2) Cost of insurance versus healthcare
Insurance companies have a mandate legally requiring a large, fixed percentage of their premiums go directly to medical costs and not to overhead. Insurance premiums have not been rising because of greedy insurance companies making profits. In fact, the opposite, companies are leaving the ACA exchange after losing tens or hundreds of millions of dollars. Insurance costs are going up because the costs of healthcare are skyrocketing.

What we need to be doing is looking at ways to reduce healthcare costs; insurance just passes through those costs to consumers. The US spends 50% to 100% more than other developed countries per person. We spent 17.8% of GDP on healthcare in 2015, the highest in the world. Universal healthcare programs in Europe, Canada, and elsewhere costs much less, no more than 10-11% of GDP.

Why do we spend so much on healthcare in the US?

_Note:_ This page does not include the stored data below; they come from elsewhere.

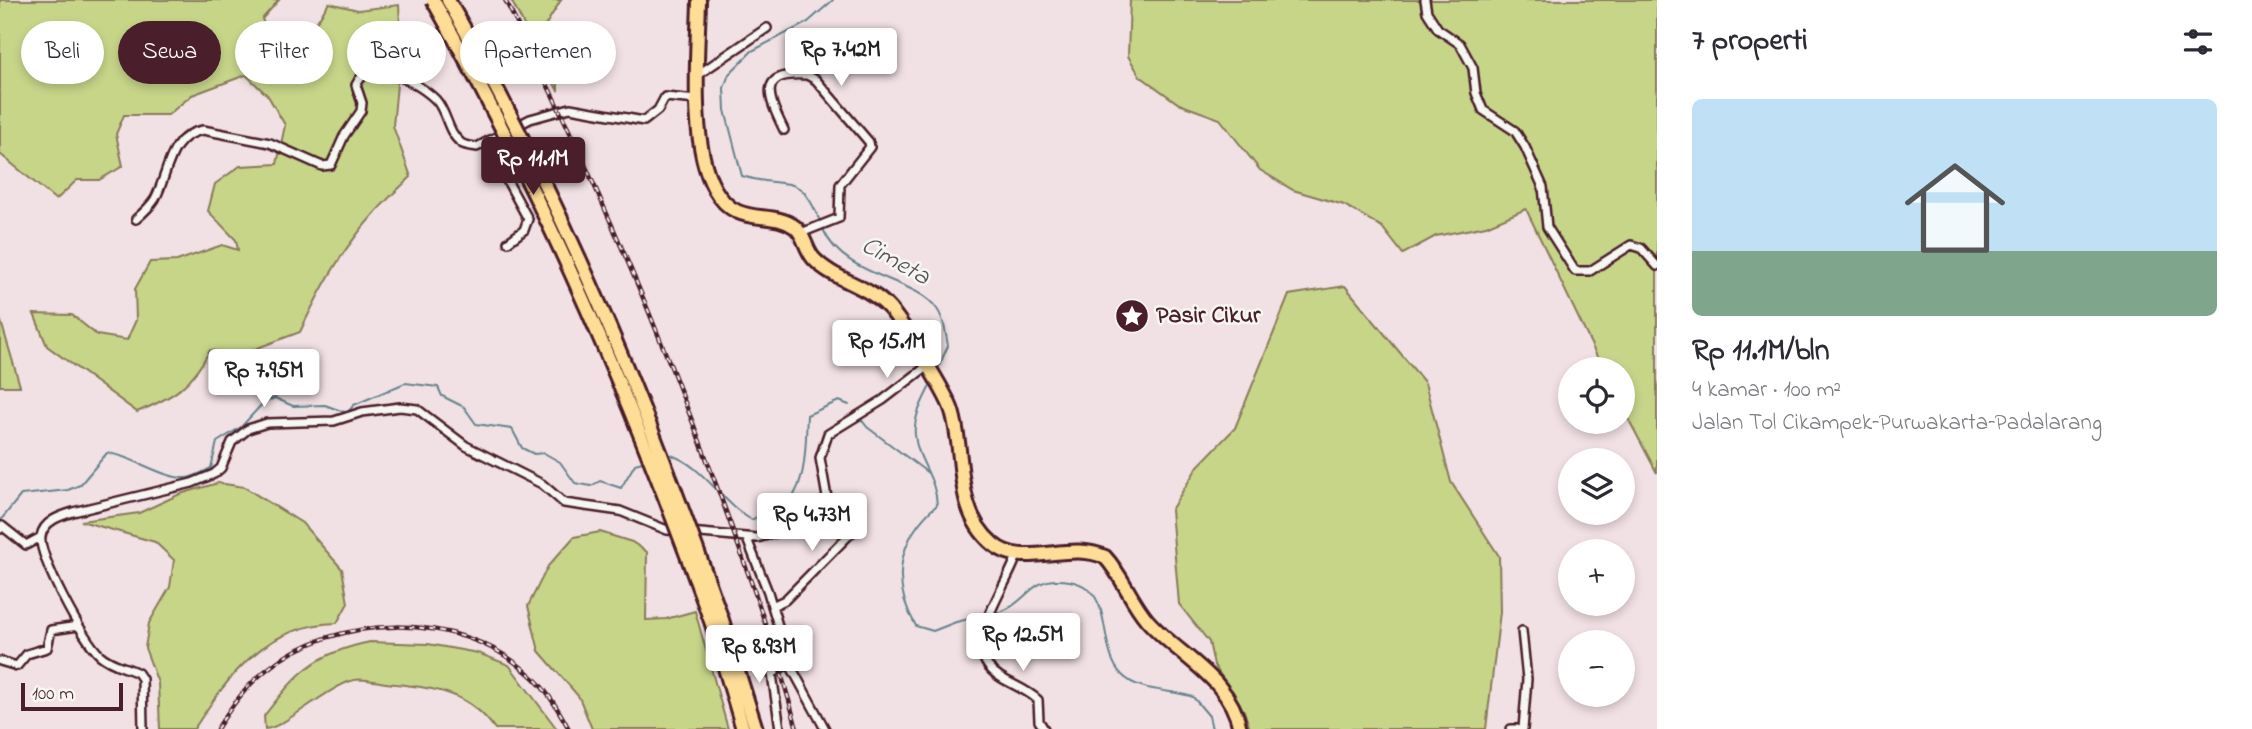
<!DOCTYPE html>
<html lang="id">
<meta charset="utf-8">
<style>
body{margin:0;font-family:"Indie Flower",sans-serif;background:#f2f2f3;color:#2b2b33;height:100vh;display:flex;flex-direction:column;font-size:26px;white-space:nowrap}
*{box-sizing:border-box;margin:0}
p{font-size:23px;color:#7c7c81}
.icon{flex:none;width:38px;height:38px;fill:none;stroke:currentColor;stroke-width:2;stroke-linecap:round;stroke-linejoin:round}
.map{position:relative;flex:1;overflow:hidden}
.sheet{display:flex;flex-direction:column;background:#fff;width:595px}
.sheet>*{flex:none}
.hud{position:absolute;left:21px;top:21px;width:665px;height:63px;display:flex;gap:14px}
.tools{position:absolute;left:1558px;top:357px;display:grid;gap:14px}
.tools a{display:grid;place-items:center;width:77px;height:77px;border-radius:50%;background:#fff;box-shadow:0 4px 10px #0003;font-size:35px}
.scale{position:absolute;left:21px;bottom:18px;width:102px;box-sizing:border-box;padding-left:7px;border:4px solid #4a1f2b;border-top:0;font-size:19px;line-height:24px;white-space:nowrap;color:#4a1f2b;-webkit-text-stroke:5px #f6f6f2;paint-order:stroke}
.price{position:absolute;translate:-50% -60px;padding:0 16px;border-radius:7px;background:#fff;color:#222;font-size:23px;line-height:46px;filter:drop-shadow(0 2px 4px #0008)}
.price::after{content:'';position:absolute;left:50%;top:42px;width:21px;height:16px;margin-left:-10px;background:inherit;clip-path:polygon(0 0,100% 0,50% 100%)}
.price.active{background:#4a1f2b;color:#fff}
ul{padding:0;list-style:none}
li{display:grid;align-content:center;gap:14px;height:371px;padding:0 35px}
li+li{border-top:2px solid #e1e1e2}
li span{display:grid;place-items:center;height:217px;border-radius:10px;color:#555}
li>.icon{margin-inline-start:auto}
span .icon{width:126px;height:126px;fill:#fffc;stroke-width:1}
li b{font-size:30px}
h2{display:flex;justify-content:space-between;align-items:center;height:84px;padding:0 35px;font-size:30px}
.pill{padding:0 24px;border-radius:32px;background:#fff;box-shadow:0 4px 10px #0003;font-size:24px;line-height:63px}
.pill.active{background:#4a1f2b;color:#fff}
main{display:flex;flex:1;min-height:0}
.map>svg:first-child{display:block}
.green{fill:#c7d589;stroke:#887a5a;stroke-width:2}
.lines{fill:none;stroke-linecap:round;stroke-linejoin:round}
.stream{stroke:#64848d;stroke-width:2}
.street-casing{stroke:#4a1f2b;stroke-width:12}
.highway-casing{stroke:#4a1f2b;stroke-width:18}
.street{stroke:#f6f6f2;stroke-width:7}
.highway{stroke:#fedd96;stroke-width:12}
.rail-casing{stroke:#4a1f2b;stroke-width:4.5}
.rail{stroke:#f6f6f2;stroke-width:2;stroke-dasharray:5;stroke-linecap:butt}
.highway-bridge-casing{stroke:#4a1f2b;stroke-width:18;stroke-linecap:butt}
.highway-bridge{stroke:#fedd96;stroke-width:12}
.labels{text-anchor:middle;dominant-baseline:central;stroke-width:5;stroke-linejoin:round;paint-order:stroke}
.poi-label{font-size:24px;font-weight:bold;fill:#4a1f2b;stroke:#f6f6f2;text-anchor:start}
.water-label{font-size:26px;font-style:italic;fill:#57515c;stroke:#f6f6f2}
</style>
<main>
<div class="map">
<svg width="1657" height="729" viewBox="0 0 1657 729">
<rect width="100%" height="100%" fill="#f2e1e4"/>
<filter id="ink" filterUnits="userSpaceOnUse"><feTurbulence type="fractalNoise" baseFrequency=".0143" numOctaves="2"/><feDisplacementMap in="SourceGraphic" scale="14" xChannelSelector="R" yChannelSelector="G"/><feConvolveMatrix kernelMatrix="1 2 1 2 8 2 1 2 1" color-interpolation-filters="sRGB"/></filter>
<g filter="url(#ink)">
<path class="green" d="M0,0H279L262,19L274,48L308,35L329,3L358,10L399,5L401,44L393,126L411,177C358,224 330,268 300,332L239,355L210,350C191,386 174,397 137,412L47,346L34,314L72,315L97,335L127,340L136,320L135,289L150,262L177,261L222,245L238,250L236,240L208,211L215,184L240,166L277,164L285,125L268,96L246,75L192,95L168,115H124L116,134L123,166L99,180H77L56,200L0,154Z
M511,0H561L545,26L558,73V91Z
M1130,0H1657V473L1622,407V369H1603L1526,209L1486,226L1436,236L1403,254L1382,227L1344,205L1293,190L1260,170L1220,119L1179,104L1140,76L1128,56Z
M1345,286L1425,383L1451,482L1499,556L1500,612L1486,729H1250L1244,711L1214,665L1209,642L1179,604L1171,510L1198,466L1235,428L1289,295Z
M0,318L20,386H0Z
M218,483L244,487L302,523L342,569L348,603L337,623C265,625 230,674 194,729H160L158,683L145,648L149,623L170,587L174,560L155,542L81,521L139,513L180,494Z
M600,532L632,542L647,552L646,620L666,619L695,611L728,729H592L579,697L539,651L528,606L548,566L574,537Z
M370,642L428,644L478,653L509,665L557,729H495C467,689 431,688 386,683C377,682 363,678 354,680C327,687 283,729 265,729L264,716C297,673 315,653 370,642Z"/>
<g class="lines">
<path class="stream" d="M821,224C799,168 791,191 742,176L725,110L724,88L729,74L752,51L808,22L833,0
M823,229C843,278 917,278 937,309C944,319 946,334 948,346L937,370
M932,382C924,399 913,416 915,435C917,460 936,477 937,505C898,538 890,582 916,626L933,631L956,622L986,615
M861,419L867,427L928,473
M668,454C703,464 720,502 752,520L768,509L780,513C808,488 805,450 807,415L839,401L849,405
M0,521L21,495L68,490L80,485L107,453C128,454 164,479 185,478C193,478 204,471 211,468L217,442L241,427L264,402L275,398L293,406L325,405L347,413L354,405L405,383L438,387L442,396L464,407L476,424L512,429L522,448L534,454L544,453L560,462L575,483L591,486L600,481L621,488L635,464L646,461
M992,614C1024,608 1028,581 1055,580C1121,578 1093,646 1122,675C1140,693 1171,689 1193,697L1209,716L1212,729"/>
<g class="street-casing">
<path id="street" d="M1425,0L1427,12L1438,29L1460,44L1473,68L1476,93L1483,110L1515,131L1525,147L1543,187L1547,227L1575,271H1590L1631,245L1641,248L1657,266
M699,74L767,28
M784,130C769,99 755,71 807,75L816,80L869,142L870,147L840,185L839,218L801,233
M487,144L528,219L524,230L508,242
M136,219C143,213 150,207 155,199C169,173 168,136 203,130L270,143L322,166L331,165L344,136L361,111L362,103L356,85C370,54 420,84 436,100C447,112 447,132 461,143C465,146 472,146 477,147L530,119L570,108L644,121L658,110L665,97L697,100
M0,529L2,526L26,545L41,537
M747,539L768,592L789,663L825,729
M1017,555C1009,583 966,637 988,666C1000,682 1024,686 1038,700L1039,721L1044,729
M772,606L785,600L851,533L856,525L851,517L828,503
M1522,631L1527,679L1523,729
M0,661L17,666L27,654L47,648L51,630L78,626
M143,729L142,679L138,673C126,667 111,665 100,655C84,642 37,554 41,536C44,521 60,516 73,512L192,483L214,474L221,468L232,442L248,429L267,423L334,421L362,412L400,407L417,409L466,446L542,484L564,503L620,511L667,530L757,538L800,526L815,517L828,503L820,458L828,434L883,400L926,367
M780,729L772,674L789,663
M1511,729H1517"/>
</g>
<g class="highway-casing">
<path id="highway" d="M699,0C698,52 689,143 714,188C737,230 769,208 795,227C805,235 805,249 814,259C835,281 868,285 889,308C902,322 947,394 952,411C966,457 953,510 993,544C1023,570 1068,540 1105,557C1122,575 1130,600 1147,620C1179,657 1230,677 1240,729
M722,620L756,729
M712,624L743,729"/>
</g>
<use href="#street" class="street"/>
<use href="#highway" class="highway"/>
<g class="rail-casing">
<path id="rail" d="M505,0C586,157 656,321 717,487C746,566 775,647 797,729
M217,729C230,708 245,687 265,671C335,613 459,610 528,673C546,688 558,709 569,729"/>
</g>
<use href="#rail" class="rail"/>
<g class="highway-bridge-casing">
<path id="highway-bridge" d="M433,0C546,199 635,408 712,624
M448,0C561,197 647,406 722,620"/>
</g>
<use href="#highway-bridge" class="highway-bridge"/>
</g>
</g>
<defs>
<g id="sight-disc" transform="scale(1.75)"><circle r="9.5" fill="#4a1f2b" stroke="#f6f6f2"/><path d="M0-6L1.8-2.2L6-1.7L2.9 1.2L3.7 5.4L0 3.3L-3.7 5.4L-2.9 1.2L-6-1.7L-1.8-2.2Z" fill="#fff"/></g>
</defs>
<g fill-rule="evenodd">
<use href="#sight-disc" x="1132" y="316"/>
</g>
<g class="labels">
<g class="poi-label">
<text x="1156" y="316">Pasir Cikur</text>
</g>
<g class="water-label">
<text transform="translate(895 262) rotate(29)">Cimeta</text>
</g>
</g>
</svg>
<div class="tools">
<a><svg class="icon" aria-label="locate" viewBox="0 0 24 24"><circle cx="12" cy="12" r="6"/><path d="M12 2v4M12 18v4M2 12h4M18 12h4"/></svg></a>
<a><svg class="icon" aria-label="layers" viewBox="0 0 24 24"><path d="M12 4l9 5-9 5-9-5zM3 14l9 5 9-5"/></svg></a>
<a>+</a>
<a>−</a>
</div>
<div class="scale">100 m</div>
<b class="price" style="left:841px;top:88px">Rp 7.42M</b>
<b class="price active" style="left:533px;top:197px">Rp 11.1M</b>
<b class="price" style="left:887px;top:380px">Rp 15.1M</b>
<b class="price" style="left:264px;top:409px">Rp 7.95M</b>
<b class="price" style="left:812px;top:553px">Rp 4.73M</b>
<b class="price" style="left:1023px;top:673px">Rp 12.5M</b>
<b class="price" style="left:759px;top:685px">Rp 8.93M</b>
<div class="hud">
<a class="pill">Beli</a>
<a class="pill active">Sewa</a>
<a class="pill">Filter</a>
<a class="pill">Baru</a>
<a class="pill">Apartemen</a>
</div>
</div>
<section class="sheet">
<h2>7 properti<svg class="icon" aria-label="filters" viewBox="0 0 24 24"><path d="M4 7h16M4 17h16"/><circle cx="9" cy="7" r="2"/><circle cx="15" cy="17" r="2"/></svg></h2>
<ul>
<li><span style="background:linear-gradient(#bfe0f5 70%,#7fa58c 0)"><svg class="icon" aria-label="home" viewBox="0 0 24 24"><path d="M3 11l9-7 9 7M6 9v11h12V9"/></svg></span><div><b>Rp 11.1M/bln</b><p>4 kamar · 100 m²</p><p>Jalan Tol Cikampek–Purwakarta–Padalarang</p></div></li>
</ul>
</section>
</main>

  • US patients may pay 3-4 times as much for medicines than in Mexico or Canada. This is frequently for drugs that were invented or manufactured in the US. We need to examine why the free market isn’t pushing those costs down.
  • The threat of lawsuits, and magnitude of awards, hurts Americans two ways. Directly, the cost of malpractice insurance is ultimately passed on to consumers. Indirectly, doctors may order additional tests, procedures, or medications that may be unnecessary or more costly than other alternatives, because of the threat of malpractice, rather than medical need.
  • To some extent, private insurance subsidizes hospitals who receive low reimbursements from Medicare and from uninsured patients who do not pay. Your insurance company is likely paying a hospital much more than they would receive from Medicare. Many public hospitals, like Parkland in Dallas, serve the 15% of Americans who are uninsured. And when the uninsured have a $50,000 hospital bill, that amount will seldom be collected.
  • Patients often do not have any incentive to reduce costs or share in expenses. Once your deductible and out-of-pocket is met, for example, the patient’s cost of a $15,000 procedure is the same as a $50,000 procedure. Which procedure is a doctor or hospital more likely to recommend if you have good insurance?
  • We spend a significant amount of our Medicare and Medicaid budget on caring for people in their last 3-6 months. Dying is a natural process, but modern medicine often assumes we should prolong life for as long as possible regardless of the quality of that life. I am glad that we do not tie end-of-life decisions to cost, but perhaps it would be both sensible and compassionate to focus on comfort rather heroic procedures for an elderly patient with significant health issues. Being hooked up to machines and tubes may keep you alive, but it is not the same as living.
  • Many health issues such as heart disease, blood pressure, and diabetes are exacerbated by the obesity problem in the US. An education on smarter food choices and more exercise should start at an early age. Prevention is less expensive.

We cannot expect the cost of health insurance to decrease unless we address the cost of healthcare. We need to encourage everyone to have health insurance coverage, because the very nature of insurance is spreading out risks so that the pooled money covers claims for those who need it. We are keeping our fingers crossed that whatever plan Washington develops, more people can be insured and that we look long-term to keep healthcare costs better under control.